EXERCISE INSTRUCTIONS ▸ Print out the data below in full and exactly, skipping the pictures.

MATERIALS PROVIDED ▸
[Start of Attachment]
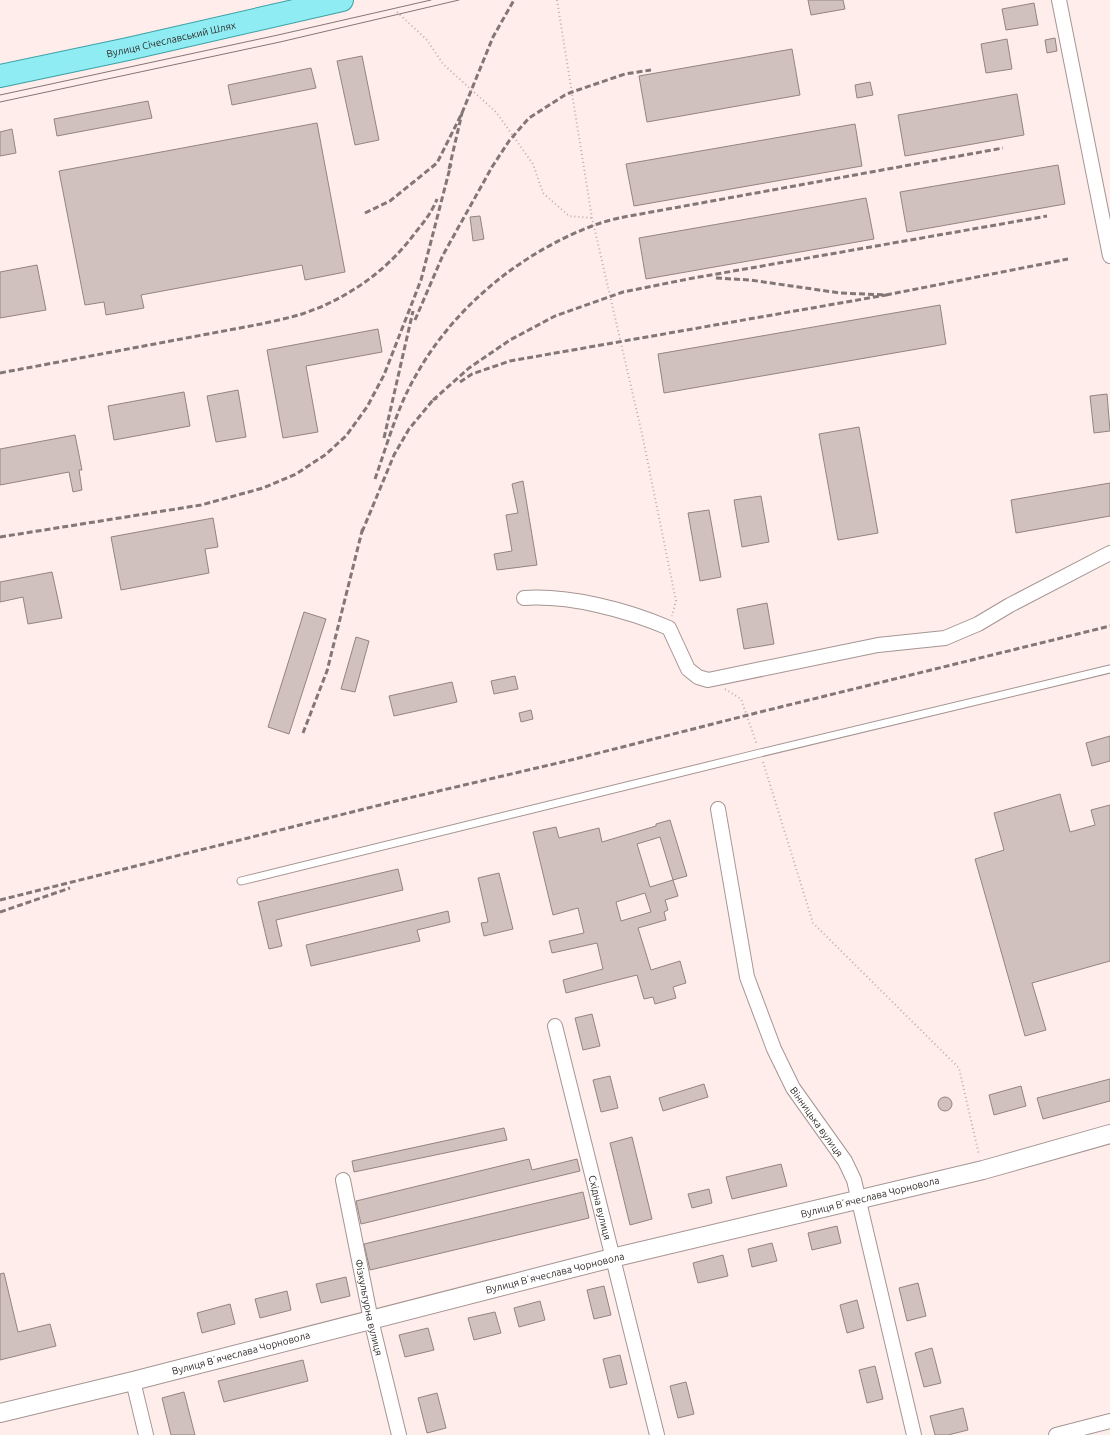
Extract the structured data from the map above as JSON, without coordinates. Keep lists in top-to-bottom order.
{
  "streets": {
    "main road": ["Вулиця Січеславський Шлях"],
    "street": [
      "Вінницька вулиця",
      "Вулиця Вʼячеслава Чорновола",
      "Східна вулиця",
      "Фізкультурна вулиця"
    ]
  },
  "crossings": [
    ["Вінницька вулиця", "Вулиця Вʼячеслава Чорновола"],
    ["Вулиця Вʼячеслава Чорновола", "Східна вулиця"],
    ["Вулиця Вʼячеслава Чорновола", "Фізкультурна вулиця"]
  ]
}
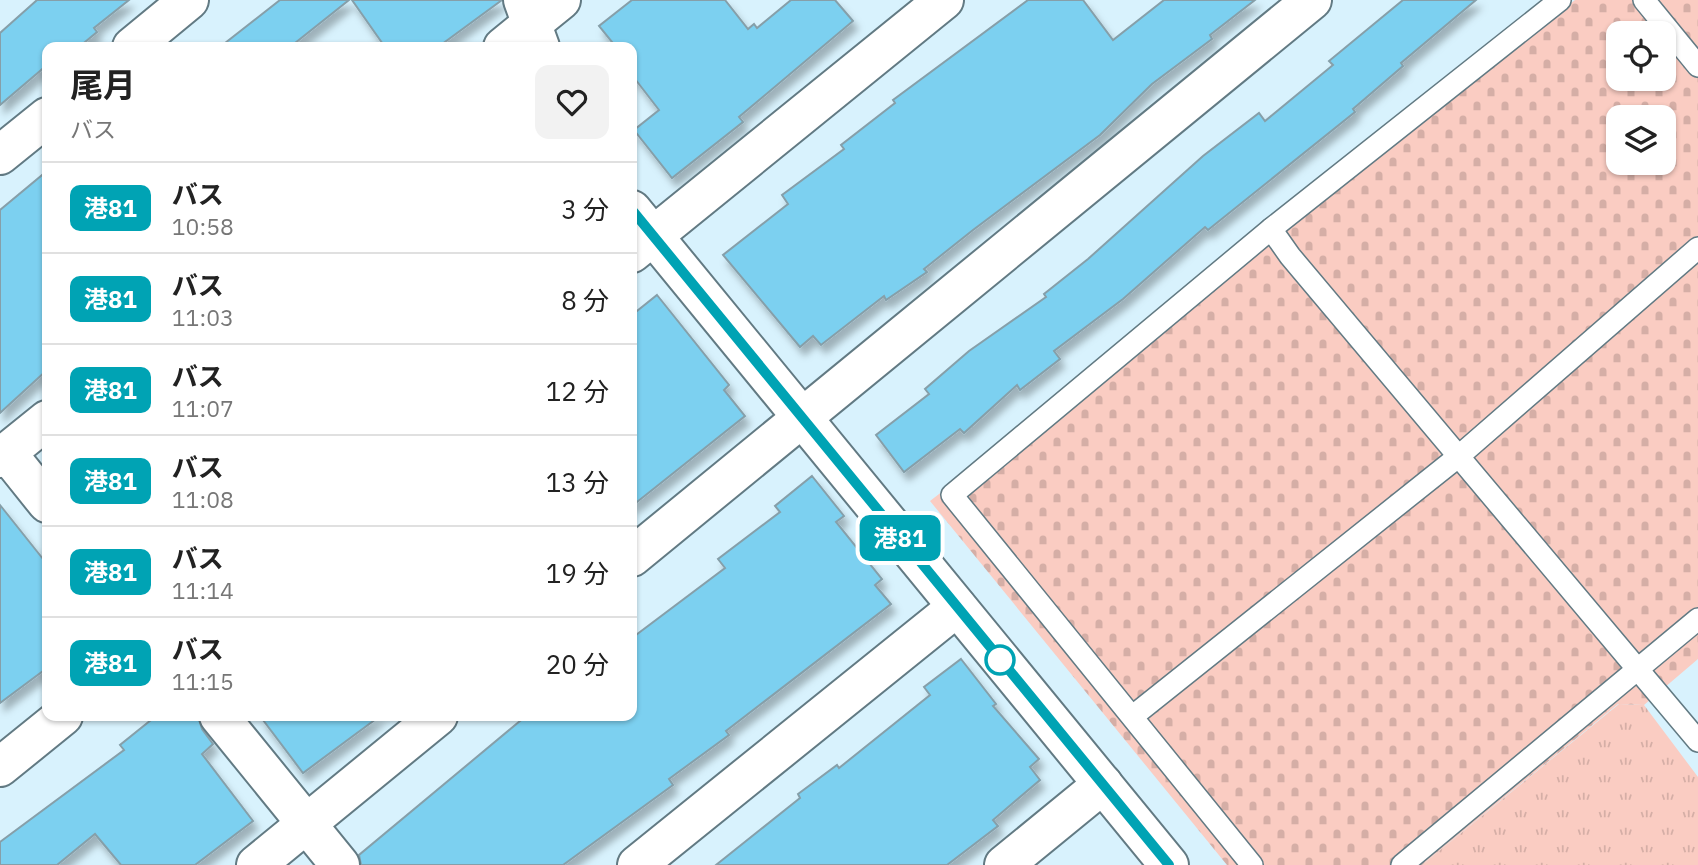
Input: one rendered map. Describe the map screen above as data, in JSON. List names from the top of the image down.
[End of Attachment]
ANSWER TO THE PROBLEM ▸
Extract the structured data from the map above as JSON, without coordinates. Keep lists in top-to-bottom order.
{
  "streets": {
    "main road": ["Вулиця Січеславський Шлях"],
    "street": [
      "Вінницька вулиця",
      "Вулиця Вʼячеслава Чорновола",
      "Східна вулиця",
      "Фізкультурна вулиця"
    ]
  },
  "crossings": [
    ["Вінницька вулиця", "Вулиця Вʼячеслава Чорновола"],
    ["Вулиця Вʼячеслава Чорновола", "Східна вулиця"],
    ["Вулиця Вʼячеслава Чорновола", "Фізкультурна вулиця"]
  ]
}
Input: one rendered map. Describe the map screen above as data, in JSON. List names from the top of the image down.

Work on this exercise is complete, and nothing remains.